La sonnette de nuit ! Ainsi que le signalait dernièrement une revue anglaise, cet épisode de la pratique médicale fournirait un amusant essai de psychologie : « De l’état d’âme du médecin réveillé pour une urgence ». À l’hôpital, il y a un interne de garde ; celui-là est averti qu’il dormira mal. Bah ! il se rattrapera la nuit suivante. C’est un bon sommeil compromis à peu près une fois par semaine. Mais, en clientèle, c’est différent. En clientèle, chaque nuit est menacée d’un appel, chaque nuit cette menace peut s’exécuter.
À minuit, à une heure, à n’importe quelle heure, la sonnette retentit, et « médecin de quartier » faisant les visites à pied, son parapluie sous le bras, fourbu d’avoir grimpé des escaliers fantasques, « médecin de campagne » cahoté plus ou moins bien, tout le jour, par la « 6-chevaux » devenue classique, bondissent à son appel.

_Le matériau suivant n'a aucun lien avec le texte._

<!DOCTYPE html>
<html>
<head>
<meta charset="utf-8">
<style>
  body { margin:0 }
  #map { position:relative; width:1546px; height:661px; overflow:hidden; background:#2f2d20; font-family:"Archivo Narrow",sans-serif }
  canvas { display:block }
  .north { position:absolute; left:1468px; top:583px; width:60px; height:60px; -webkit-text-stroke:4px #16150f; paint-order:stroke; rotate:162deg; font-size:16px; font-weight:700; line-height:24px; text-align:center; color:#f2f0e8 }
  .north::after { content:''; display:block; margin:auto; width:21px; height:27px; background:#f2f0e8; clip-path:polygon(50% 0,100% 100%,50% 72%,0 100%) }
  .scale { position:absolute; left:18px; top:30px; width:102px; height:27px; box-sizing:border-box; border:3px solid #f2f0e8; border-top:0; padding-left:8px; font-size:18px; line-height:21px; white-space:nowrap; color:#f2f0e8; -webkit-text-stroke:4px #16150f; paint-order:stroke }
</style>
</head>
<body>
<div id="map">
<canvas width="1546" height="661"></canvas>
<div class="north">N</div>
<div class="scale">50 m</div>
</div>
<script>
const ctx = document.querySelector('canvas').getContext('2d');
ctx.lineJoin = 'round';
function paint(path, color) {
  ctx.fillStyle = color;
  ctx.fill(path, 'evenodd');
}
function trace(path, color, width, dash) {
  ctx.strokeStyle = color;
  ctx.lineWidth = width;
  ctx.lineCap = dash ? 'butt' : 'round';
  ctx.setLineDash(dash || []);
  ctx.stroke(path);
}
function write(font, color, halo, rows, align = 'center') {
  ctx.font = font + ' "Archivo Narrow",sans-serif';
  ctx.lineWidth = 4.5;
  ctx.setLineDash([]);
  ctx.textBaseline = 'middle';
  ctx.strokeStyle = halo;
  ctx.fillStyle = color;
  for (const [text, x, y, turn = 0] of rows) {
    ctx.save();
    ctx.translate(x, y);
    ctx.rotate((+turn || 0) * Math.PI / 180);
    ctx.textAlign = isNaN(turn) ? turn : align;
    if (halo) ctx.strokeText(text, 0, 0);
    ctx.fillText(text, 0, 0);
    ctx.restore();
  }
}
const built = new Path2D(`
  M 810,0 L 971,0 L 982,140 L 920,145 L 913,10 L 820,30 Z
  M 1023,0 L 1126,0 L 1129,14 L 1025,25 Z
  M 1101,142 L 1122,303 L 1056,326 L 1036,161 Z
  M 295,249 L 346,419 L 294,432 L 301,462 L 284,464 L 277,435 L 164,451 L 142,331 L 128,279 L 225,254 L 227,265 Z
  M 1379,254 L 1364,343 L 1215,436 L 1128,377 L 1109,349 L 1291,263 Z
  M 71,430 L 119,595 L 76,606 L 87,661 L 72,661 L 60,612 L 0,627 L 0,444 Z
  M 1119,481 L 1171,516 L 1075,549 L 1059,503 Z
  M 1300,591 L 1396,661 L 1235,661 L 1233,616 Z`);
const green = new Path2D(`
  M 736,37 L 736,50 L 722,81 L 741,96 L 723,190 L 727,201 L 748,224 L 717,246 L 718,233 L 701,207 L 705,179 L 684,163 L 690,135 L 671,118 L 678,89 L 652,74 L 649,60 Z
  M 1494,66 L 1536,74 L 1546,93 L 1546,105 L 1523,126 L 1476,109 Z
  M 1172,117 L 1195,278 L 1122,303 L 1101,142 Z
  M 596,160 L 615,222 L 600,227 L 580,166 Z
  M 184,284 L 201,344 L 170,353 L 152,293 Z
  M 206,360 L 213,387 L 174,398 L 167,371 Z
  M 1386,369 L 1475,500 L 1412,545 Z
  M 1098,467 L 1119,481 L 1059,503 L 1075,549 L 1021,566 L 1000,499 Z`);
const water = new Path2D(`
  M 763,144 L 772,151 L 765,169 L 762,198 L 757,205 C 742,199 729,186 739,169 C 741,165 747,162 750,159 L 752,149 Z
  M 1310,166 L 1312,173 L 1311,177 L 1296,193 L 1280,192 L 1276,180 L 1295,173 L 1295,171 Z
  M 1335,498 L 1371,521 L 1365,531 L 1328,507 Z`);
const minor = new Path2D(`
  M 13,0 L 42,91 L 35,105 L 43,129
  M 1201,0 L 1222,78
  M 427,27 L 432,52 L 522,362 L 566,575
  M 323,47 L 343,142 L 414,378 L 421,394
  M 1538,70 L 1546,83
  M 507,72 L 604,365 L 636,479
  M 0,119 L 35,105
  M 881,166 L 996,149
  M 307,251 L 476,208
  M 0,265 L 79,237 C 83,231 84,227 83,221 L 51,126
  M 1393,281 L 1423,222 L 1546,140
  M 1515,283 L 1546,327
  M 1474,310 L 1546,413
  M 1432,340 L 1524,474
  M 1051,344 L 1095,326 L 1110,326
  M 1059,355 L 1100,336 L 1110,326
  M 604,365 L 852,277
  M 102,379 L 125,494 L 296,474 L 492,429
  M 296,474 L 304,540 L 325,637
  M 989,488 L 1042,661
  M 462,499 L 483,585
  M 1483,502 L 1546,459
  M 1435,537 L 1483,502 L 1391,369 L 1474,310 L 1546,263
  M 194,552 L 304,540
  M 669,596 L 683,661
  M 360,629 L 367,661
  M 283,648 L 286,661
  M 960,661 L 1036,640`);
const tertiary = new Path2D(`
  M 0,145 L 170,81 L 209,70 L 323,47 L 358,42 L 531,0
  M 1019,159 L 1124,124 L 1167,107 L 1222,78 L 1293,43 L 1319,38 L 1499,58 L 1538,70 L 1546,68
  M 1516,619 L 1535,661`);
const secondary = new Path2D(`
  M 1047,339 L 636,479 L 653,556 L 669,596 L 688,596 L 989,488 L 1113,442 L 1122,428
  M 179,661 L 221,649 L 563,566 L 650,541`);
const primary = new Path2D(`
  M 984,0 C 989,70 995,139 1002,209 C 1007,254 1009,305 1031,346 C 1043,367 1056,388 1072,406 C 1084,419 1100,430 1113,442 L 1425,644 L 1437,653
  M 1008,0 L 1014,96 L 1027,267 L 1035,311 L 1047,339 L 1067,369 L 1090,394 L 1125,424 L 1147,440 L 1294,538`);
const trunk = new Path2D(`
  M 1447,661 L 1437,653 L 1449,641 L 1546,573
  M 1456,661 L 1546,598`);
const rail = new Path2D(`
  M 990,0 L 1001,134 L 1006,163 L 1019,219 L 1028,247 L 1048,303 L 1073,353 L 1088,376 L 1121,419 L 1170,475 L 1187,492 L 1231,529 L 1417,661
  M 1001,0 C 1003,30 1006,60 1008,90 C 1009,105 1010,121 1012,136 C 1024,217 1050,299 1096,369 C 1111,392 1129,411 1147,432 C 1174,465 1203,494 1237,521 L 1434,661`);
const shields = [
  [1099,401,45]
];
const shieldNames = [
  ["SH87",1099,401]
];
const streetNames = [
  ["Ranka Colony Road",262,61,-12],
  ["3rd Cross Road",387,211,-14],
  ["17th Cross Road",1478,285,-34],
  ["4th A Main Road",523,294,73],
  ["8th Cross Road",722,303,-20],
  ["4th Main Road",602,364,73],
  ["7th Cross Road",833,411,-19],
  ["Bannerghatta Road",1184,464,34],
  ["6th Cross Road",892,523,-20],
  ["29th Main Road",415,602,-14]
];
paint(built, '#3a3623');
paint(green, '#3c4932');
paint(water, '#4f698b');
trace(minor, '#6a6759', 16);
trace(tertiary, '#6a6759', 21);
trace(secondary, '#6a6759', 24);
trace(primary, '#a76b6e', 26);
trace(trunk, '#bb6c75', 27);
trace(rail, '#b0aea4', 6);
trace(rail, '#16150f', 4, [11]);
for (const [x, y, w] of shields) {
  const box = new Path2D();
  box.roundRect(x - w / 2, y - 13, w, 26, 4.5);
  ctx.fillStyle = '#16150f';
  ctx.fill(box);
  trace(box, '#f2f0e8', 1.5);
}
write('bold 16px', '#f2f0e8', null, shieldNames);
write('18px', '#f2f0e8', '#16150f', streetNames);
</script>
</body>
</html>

On hésite à réveiller un professeur de la Faculté, on le consulte, on ne l’appelle pas pour une indisposition subite dont la nuit exaspère les symptômes ; sa haute situation lui confère le droit au sommeil. Le repos du petit médecin est moins sacré.
Alors, le docteur se lève à la hâte, s’habille de travers. La rue est pleine de boue, les becs de gaz clignotent au travers du brouillard… Allons, la visite est payée dix francs !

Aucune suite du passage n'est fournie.